Sexual Harassment. How to protect your company and not be the next news flash.
We are all asking ourselves – who is next? It seems like every broadcast news report, every newspaper, every magazine, blog, and editorial is weighing in on the next high profile sex scandal. Some have it right, some have it not-so-right, and some are, frankly, clueless. But one thing they are universally wrong about is in certain expressions of empathy. I find myself having to remind those I counsel that, unless you have been a victim of sexual harassment, you DO NOT know how the victims feel. So many reporters mean well when they say they understand. But, they just don’t. Unless you, too, have been the victim and walked in their shoes, don’t say you understand. And, for sure, the judgment questions about the victims such as “why are they coming forward now”, “why didn’t they just say no”, why didn’t they ….” can signal something you don’t intend. Judging is the last thing we should be doing.
I hear you say, “But, Glenn, some of these alleged harassers didn’t even get their day in court. They were tried, convicted, and sentenced by mainstream and social media”. And, sadly, the people who love and supported them – spouses, kids, friends – are being hurt terribly by actions they probably didn’t even know about. There may be an innocent person who has been accused out there, but so far the track record on that score is not very compelling, and this discussion needs to be focused less on what has happened and more on how to avoid it happening in your company.
Here is a simple way to insulate your company as much as possible. It is called an “Open Door Philosophy”. An Open Door Philosophy is much more than just installing the mechanics of a reporting process. Many companies, especially public ones where government regulations require it, have an anonymous hot line people can call to report things such as sexual harassment. I find it interesting that in most of the recent cases, no one did. Yet, it was generally known within the inner circles that things were going on, and most people in those circles were not shocked when it came out. So, how come no one spoke up? Or, did they speak up and it was covered up by people more worried about profits than values and character? Most of the offenders were fired. Yes, they were. But, what if the situations had been attended to properly when they first came up versus a reaction? What if the victims had felt they had someone at the highest levels of an organization they could trust and talk to about a peer, or even the CEO, being the offender?
Having a hotline where harassment CAN be reported is not enough…having an Open Door Philosophy versus a “policy” is what is needed and the centerpiece of your protection. An Open Door Philosophy means every member of your executive team is charged with (and held accountable for) taking meetings and answering phone calls from any level of your organization when they have a complaint.
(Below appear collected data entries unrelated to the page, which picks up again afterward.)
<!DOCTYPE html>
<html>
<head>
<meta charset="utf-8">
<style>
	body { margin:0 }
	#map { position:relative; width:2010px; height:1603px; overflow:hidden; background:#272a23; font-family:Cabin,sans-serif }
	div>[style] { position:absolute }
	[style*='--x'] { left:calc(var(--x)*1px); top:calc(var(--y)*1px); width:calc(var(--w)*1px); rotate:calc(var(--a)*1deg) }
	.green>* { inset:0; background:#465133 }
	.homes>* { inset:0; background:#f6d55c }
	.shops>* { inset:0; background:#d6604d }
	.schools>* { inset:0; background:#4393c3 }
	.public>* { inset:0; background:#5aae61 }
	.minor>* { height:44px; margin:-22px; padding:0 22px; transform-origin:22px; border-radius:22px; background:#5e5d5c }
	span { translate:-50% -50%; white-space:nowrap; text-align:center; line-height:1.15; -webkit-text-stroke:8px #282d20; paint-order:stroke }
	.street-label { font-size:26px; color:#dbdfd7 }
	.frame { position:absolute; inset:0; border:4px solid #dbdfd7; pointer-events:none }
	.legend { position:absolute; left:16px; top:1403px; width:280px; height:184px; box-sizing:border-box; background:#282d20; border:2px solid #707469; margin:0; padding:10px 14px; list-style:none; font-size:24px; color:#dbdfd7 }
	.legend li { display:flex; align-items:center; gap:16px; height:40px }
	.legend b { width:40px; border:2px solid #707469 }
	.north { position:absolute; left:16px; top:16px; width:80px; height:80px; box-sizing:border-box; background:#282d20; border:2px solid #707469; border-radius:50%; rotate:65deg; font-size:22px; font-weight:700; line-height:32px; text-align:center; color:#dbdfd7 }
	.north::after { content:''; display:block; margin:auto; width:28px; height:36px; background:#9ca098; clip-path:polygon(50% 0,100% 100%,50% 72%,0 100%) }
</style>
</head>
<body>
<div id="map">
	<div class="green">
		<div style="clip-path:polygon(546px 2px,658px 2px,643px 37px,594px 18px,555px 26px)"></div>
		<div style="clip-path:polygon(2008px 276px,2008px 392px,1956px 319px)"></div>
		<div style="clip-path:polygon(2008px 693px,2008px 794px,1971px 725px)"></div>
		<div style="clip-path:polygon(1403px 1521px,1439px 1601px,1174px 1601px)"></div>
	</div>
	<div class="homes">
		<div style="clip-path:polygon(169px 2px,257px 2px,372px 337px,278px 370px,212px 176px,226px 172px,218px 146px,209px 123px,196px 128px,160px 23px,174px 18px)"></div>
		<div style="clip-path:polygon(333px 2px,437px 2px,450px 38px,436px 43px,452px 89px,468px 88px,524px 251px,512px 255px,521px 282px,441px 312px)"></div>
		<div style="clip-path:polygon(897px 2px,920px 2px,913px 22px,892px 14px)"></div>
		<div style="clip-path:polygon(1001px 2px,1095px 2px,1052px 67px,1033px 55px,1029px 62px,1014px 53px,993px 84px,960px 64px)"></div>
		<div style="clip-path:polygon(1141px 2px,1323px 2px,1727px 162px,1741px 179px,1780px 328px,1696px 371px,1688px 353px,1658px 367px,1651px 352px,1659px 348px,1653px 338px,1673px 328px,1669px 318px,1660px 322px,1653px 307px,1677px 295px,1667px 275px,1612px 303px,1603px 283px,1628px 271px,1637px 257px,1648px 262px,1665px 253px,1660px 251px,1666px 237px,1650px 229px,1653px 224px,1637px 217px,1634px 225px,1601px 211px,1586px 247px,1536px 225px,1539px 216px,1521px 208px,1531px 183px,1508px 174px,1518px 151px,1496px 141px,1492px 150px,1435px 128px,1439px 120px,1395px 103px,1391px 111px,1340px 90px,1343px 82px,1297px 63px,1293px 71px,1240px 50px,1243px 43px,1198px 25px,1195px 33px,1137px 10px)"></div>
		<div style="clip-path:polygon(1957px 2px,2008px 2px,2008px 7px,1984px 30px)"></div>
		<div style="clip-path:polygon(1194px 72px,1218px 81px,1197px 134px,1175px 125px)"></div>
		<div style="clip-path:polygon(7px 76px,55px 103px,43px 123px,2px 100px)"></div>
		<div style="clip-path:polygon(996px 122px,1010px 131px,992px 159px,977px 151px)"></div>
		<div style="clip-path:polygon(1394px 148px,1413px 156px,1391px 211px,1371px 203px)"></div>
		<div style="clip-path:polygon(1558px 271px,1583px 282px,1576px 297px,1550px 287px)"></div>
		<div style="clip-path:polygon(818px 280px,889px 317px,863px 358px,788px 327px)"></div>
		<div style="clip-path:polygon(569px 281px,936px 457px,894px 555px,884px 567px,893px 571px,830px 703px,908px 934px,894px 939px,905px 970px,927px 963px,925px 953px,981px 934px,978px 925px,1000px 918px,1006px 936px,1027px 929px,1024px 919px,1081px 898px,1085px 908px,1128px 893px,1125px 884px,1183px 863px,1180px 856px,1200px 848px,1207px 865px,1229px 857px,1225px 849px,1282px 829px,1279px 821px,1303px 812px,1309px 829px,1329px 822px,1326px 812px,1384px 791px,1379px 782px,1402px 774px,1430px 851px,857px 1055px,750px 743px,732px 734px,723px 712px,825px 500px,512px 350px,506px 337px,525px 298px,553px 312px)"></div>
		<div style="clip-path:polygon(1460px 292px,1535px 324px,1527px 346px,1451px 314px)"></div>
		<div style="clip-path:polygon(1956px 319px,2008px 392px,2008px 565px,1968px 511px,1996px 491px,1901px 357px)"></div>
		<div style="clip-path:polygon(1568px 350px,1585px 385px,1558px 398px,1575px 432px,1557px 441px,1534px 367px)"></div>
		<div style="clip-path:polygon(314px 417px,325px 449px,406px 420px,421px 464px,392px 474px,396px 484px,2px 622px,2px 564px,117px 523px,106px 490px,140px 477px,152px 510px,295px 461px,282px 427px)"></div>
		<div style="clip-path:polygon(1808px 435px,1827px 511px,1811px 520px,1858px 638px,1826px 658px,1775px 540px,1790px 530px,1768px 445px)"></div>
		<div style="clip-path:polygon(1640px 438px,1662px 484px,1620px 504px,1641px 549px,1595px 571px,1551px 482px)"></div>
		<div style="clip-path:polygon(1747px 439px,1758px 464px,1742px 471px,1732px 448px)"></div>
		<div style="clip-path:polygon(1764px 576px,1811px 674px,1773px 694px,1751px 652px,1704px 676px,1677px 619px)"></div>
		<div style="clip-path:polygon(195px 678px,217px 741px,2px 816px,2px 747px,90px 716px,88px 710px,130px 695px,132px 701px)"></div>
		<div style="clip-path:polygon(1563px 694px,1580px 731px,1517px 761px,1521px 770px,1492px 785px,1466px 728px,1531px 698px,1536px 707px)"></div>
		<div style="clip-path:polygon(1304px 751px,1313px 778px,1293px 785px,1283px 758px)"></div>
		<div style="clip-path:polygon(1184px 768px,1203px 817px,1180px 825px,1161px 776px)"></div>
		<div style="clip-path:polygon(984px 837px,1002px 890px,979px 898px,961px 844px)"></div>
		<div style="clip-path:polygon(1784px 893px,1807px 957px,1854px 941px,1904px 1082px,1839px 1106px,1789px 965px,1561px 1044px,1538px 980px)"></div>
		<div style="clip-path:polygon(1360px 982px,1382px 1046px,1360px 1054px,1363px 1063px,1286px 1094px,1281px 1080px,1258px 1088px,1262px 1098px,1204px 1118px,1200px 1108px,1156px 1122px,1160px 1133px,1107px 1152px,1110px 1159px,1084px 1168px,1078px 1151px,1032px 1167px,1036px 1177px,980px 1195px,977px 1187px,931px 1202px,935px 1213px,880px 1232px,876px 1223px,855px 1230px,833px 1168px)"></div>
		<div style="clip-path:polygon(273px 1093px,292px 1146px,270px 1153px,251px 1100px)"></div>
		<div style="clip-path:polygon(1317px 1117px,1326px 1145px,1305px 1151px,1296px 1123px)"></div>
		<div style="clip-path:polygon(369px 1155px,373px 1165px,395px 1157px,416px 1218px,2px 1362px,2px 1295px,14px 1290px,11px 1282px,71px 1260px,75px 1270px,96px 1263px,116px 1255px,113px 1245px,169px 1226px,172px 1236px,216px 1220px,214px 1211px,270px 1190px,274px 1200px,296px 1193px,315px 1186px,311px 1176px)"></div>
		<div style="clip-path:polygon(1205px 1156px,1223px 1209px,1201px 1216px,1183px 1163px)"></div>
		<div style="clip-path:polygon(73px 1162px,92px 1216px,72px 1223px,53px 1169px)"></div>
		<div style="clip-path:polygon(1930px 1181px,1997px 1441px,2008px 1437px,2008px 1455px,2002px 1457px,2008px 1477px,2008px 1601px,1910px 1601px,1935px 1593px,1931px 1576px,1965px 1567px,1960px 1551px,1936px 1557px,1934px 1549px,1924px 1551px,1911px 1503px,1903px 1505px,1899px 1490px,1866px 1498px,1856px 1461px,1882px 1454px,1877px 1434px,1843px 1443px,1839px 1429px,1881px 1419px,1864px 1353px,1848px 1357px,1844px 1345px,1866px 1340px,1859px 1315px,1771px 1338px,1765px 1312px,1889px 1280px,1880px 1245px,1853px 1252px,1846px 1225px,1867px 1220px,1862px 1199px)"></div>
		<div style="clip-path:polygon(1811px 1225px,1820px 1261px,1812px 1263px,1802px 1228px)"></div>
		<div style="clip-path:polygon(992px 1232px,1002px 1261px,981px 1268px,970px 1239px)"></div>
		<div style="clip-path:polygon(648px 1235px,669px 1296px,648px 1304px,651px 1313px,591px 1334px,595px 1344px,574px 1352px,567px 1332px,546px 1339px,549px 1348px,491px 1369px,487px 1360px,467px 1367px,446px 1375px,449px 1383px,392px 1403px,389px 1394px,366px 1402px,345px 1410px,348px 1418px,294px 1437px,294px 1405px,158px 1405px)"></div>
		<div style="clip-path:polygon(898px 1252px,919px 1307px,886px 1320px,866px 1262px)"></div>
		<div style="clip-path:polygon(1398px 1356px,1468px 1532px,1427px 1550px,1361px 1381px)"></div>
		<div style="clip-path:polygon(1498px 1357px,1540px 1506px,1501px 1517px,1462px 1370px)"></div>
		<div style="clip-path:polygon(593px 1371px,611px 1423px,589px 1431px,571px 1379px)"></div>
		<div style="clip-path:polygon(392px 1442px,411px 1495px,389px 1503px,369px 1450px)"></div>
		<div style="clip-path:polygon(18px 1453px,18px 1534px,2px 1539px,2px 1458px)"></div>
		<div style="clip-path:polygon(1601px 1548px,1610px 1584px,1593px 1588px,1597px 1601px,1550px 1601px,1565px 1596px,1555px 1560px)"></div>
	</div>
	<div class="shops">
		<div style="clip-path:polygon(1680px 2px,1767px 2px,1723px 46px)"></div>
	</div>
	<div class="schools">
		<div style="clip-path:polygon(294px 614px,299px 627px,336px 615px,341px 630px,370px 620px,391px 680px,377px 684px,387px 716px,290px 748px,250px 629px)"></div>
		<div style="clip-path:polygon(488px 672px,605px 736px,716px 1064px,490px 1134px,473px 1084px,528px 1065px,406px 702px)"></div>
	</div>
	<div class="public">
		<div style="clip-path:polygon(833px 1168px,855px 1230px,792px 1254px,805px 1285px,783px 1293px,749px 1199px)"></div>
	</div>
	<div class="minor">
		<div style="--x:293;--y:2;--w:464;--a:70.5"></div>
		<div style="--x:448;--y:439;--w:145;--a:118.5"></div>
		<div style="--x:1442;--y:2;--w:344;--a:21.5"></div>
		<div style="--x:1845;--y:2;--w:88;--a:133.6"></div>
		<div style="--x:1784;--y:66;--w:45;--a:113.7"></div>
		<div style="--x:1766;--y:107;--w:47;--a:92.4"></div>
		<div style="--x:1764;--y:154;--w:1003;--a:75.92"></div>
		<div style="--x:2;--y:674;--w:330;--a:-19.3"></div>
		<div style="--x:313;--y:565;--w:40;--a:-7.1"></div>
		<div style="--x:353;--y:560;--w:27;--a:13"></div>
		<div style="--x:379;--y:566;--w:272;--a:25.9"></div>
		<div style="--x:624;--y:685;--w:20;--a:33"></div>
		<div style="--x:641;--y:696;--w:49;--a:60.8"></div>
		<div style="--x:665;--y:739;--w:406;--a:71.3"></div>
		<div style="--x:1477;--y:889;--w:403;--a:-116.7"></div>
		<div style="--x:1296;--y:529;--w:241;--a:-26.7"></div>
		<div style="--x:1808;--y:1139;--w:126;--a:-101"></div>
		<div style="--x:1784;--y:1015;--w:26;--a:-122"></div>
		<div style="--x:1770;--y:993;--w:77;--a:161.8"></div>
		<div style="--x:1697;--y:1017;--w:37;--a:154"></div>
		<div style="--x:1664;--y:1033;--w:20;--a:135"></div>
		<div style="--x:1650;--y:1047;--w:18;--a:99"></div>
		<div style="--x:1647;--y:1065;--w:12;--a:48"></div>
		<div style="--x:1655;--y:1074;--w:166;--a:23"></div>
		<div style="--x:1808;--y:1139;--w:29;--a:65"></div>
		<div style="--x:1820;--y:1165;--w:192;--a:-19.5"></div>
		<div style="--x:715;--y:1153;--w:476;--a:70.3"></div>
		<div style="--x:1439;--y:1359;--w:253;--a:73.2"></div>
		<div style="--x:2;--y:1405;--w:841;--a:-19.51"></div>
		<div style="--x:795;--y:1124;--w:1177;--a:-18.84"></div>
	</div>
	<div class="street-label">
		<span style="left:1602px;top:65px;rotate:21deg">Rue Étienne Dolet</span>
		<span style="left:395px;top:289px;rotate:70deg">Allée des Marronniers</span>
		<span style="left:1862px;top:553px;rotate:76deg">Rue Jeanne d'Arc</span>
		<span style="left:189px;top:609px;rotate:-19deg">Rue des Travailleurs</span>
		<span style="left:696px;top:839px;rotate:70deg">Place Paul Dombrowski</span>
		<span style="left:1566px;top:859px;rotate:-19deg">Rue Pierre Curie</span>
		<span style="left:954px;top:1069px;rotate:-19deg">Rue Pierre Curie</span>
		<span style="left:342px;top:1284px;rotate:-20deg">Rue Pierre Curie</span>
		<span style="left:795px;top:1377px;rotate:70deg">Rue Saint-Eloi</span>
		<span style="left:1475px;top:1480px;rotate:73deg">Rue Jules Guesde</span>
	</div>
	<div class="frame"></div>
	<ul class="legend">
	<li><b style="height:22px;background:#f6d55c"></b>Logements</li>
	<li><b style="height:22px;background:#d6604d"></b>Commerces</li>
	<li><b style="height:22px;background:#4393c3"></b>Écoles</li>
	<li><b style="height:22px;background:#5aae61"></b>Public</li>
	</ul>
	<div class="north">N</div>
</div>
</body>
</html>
Won’t it be a lot of work and won’t employees skip levels and take advantage of being able to go straight to the top? The answer is that yes, of course that happens. However, catching the one complaint that could escalate and cost the company millions in dollars and in reputation is worth the effort. There’s also the benefit of the psychological impact to the victim of seeing justice served quickly. And, frankly, I can tell you from experience that there is a lot of learning to be had from every phone call if you are really listening.
Setting the conditions that allow for careful listening is the first piece of your company’s protection. The second piece involves dealing productively with what you hear. It doesn’t matter if the offender is the CEO, any other “C” title, or your best performer who’s the backbone of the company’s results. You have to be willing to deal with that person’s behavior, possibly terminate them and, with legal counsel, get the message out as to why. No excuses, no sacred cows, or you may as well not even begin down the path.
To implement a truly effective Open Door Philosophy, you have to communicate about it constantly. It has to be embedded in most of your C Suite members speeches and be a living, breathing, daily part of your culture. Very importantly, the C Suite members have to be out among the employees, they have to be humanized and approachable for it to work.